GIVEN INFORMATION:
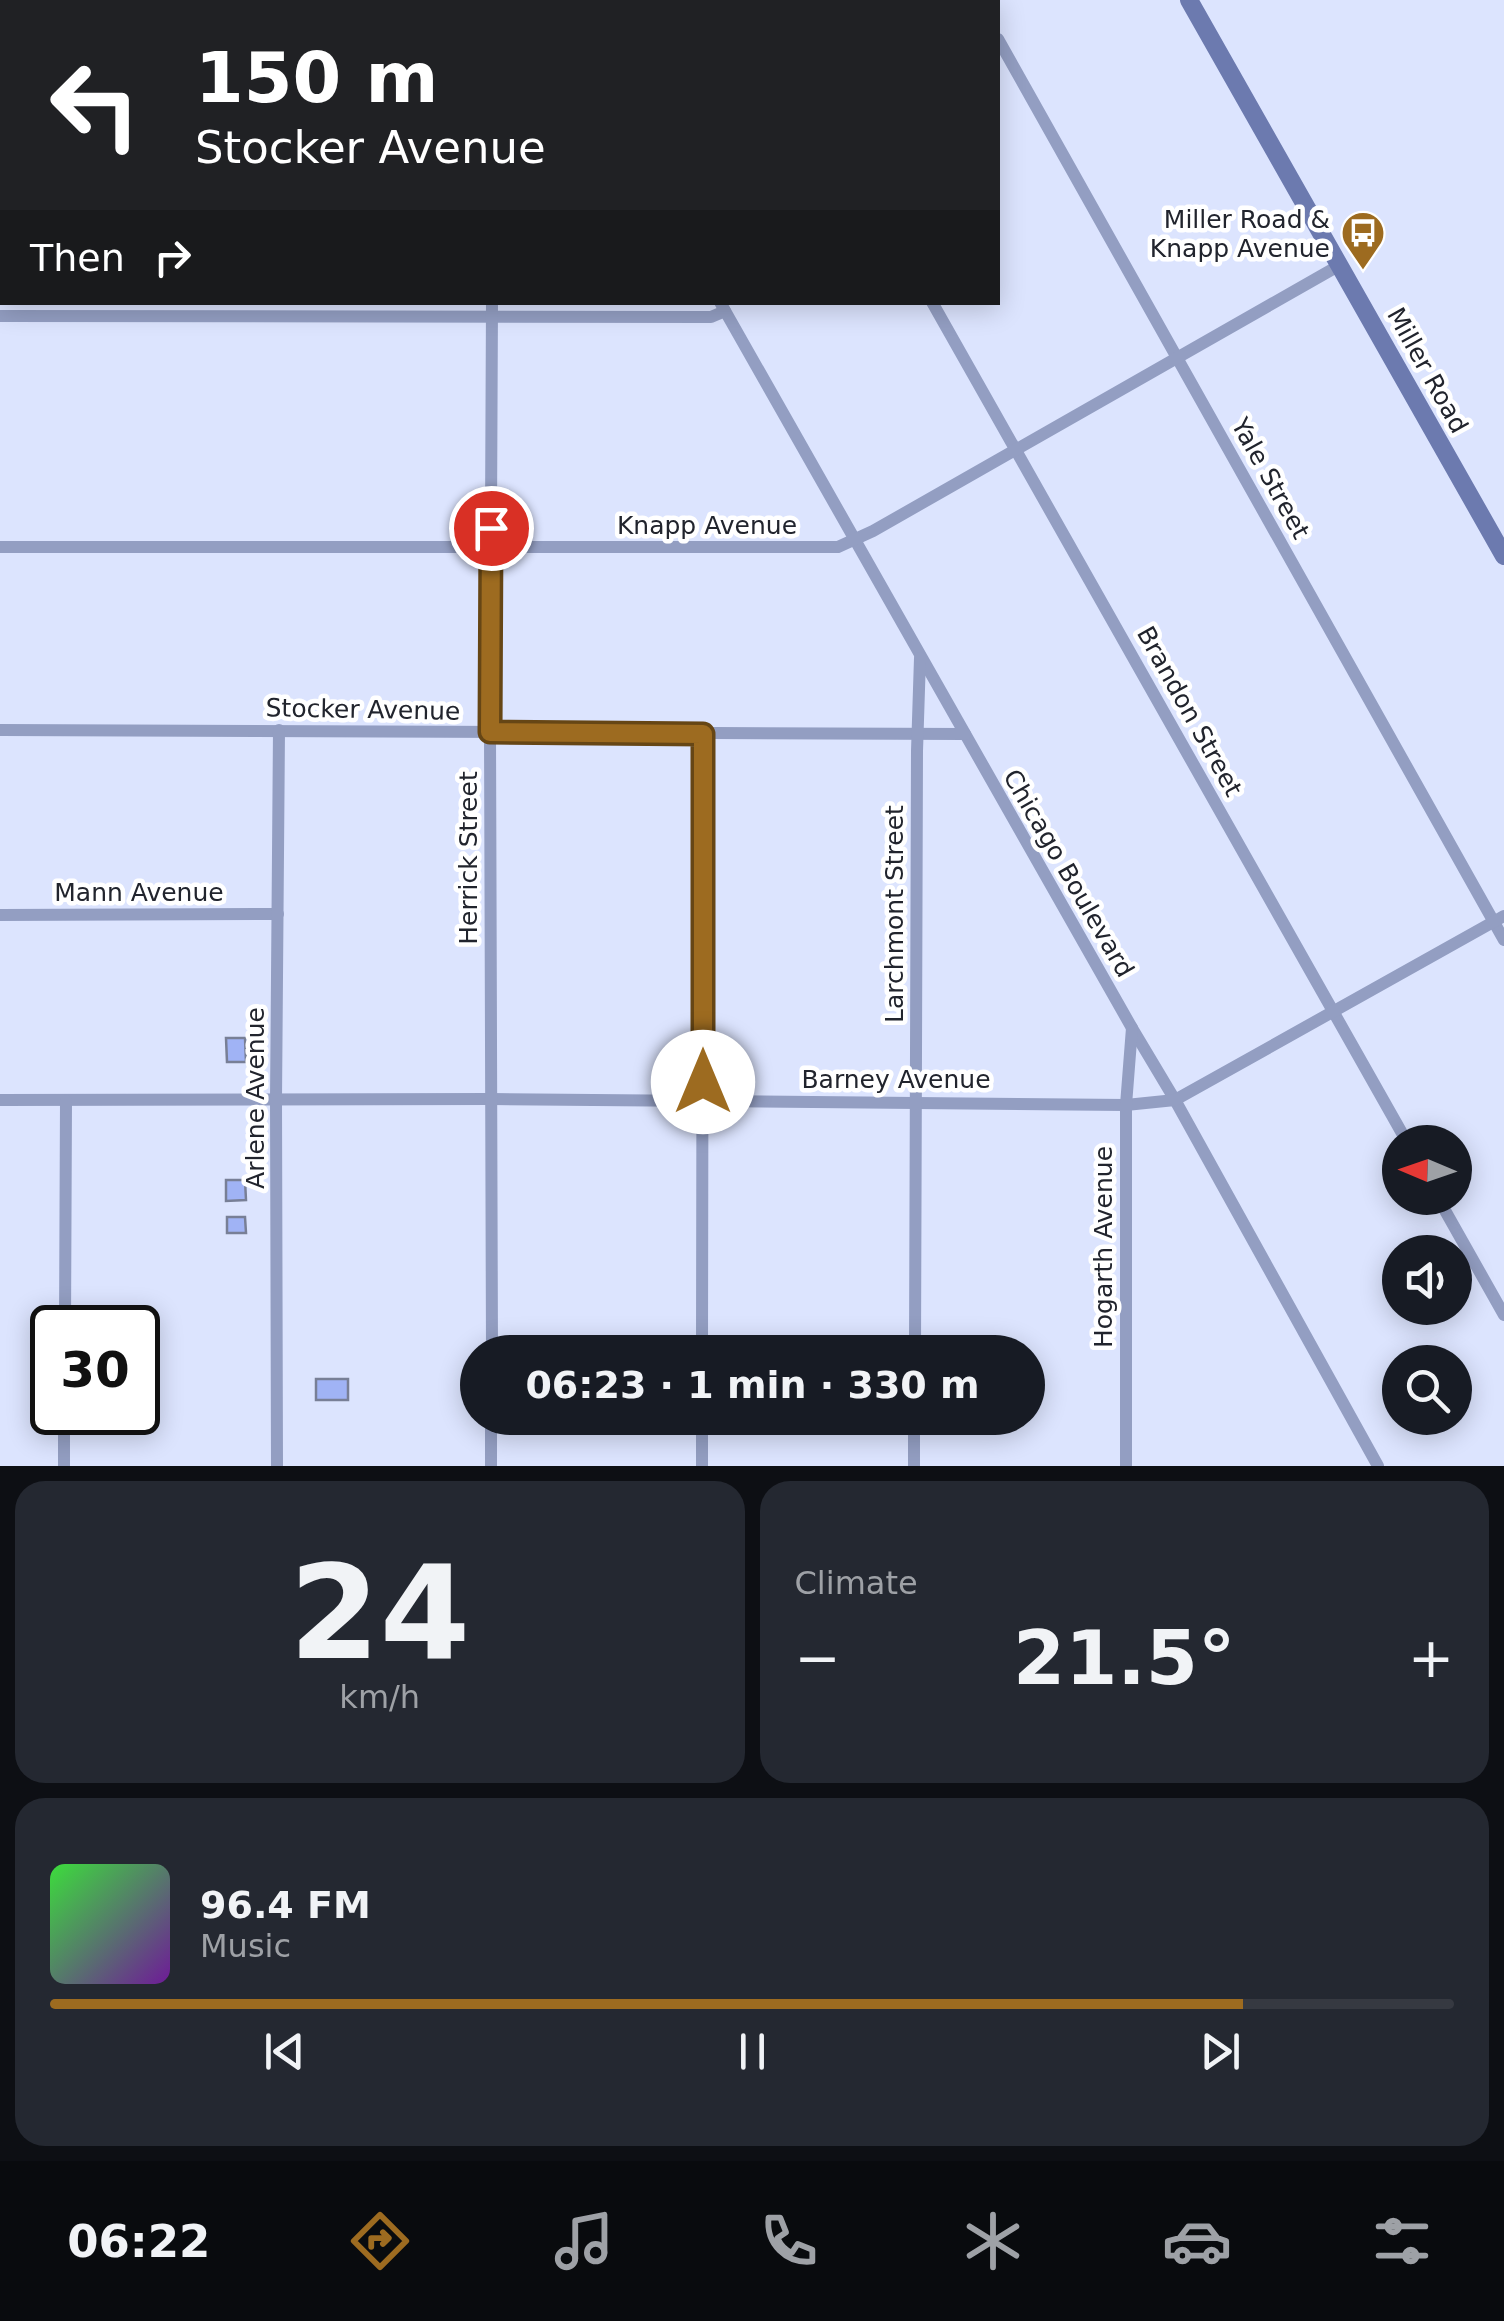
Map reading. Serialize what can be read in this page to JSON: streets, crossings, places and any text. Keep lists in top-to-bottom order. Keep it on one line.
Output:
{"streets":{"main road":["Miller Road"],"street":["Yale Street","Knapp Avenue","Stocker Avenue","Brandon Street","Herrick Street","Chicago Boulevard","Mann Avenue","Larchmont Street","Barney Avenue","Arlene Avenue","Hogarth Avenue"]},"crossings":[["Miller Road","Knapp Avenue"],["Yale Street","Knapp Avenue"],["Yale Street","Barney Avenue"],["Knapp Avenue","Brandon Street"],["Knapp Avenue","Herrick Street"],["Knapp Avenue","Chicago Boulevard"],["Stocker Avenue","Herrick Street"],["Stocker Avenue","Chicago Boulevard"],["Stocker Avenue","Larchmont Street"],["Stocker Avenue","Arlene Avenue"],["Brandon Street","Barney Avenue"],["Herrick Street","Barney Avenue"],["Chicago Boulevard","Larchmont Street"],["Chicago Boulevard","Barney Avenue"],["Chicago Boulevard","Hogarth Avenue"],["Mann Avenue","Arlene Avenue"],["Larchmont Street","Barney Avenue"],["Barney Avenue","Arlene Avenue"],["Barney Avenue","Hogarth Avenue"]],"places":{"bus stop":["Miller Road & Knapp Avenue"]},"north":"left","page":{"turn":["150 m","Stocker Avenue"],"then":"Then","limit":"30","trip":"06:23 · 1 min · 330 m","tile":[["24","km/h"],"Climate"],"heat":["−","21.5°","+"],"song":["96.4 FM","Music"],"tabs":"06:22"}}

AIM OF THE EXERCISE: Repeat the material above in full and exactly, omitting the pictures.

RESULT OF THIS TASK:
Map reading. Serialize what can be read in this page to JSON: streets, crossings, places and any text. Keep lists in top-to-bottom order. Keep it on one line.
Output:
{"streets":{"main road":["Miller Road"],"street":["Yale Street","Knapp Avenue","Stocker Avenue","Brandon Street","Herrick Street","Chicago Boulevard","Mann Avenue","Larchmont Street","Barney Avenue","Arlene Avenue","Hogarth Avenue"]},"crossings":[["Miller Road","Knapp Avenue"],["Yale Street","Knapp Avenue"],["Yale Street","Barney Avenue"],["Knapp Avenue","Brandon Street"],["Knapp Avenue","Herrick Street"],["Knapp Avenue","Chicago Boulevard"],["Stocker Avenue","Herrick Street"],["Stocker Avenue","Chicago Boulevard"],["Stocker Avenue","Larchmont Street"],["Stocker Avenue","Arlene Avenue"],["Brandon Street","Barney Avenue"],["Herrick Street","Barney Avenue"],["Chicago Boulevard","Larchmont Street"],["Chicago Boulevard","Barney Avenue"],["Chicago Boulevard","Hogarth Avenue"],["Mann Avenue","Arlene Avenue"],["Larchmont Street","Barney Avenue"],["Barney Avenue","Arlene Avenue"],["Barney Avenue","Hogarth Avenue"]],"places":{"bus stop":["Miller Road & Knapp Avenue"]},"north":"left","page":{"turn":["150 m","Stocker Avenue"],"then":"Then","limit":"30","trip":"06:23 · 1 min · 330 m","tile":[["24","km/h"],"Climate"],"heat":["−","21.5°","+"],"song":["96.4 FM","Music"],"tabs":"06:22"}}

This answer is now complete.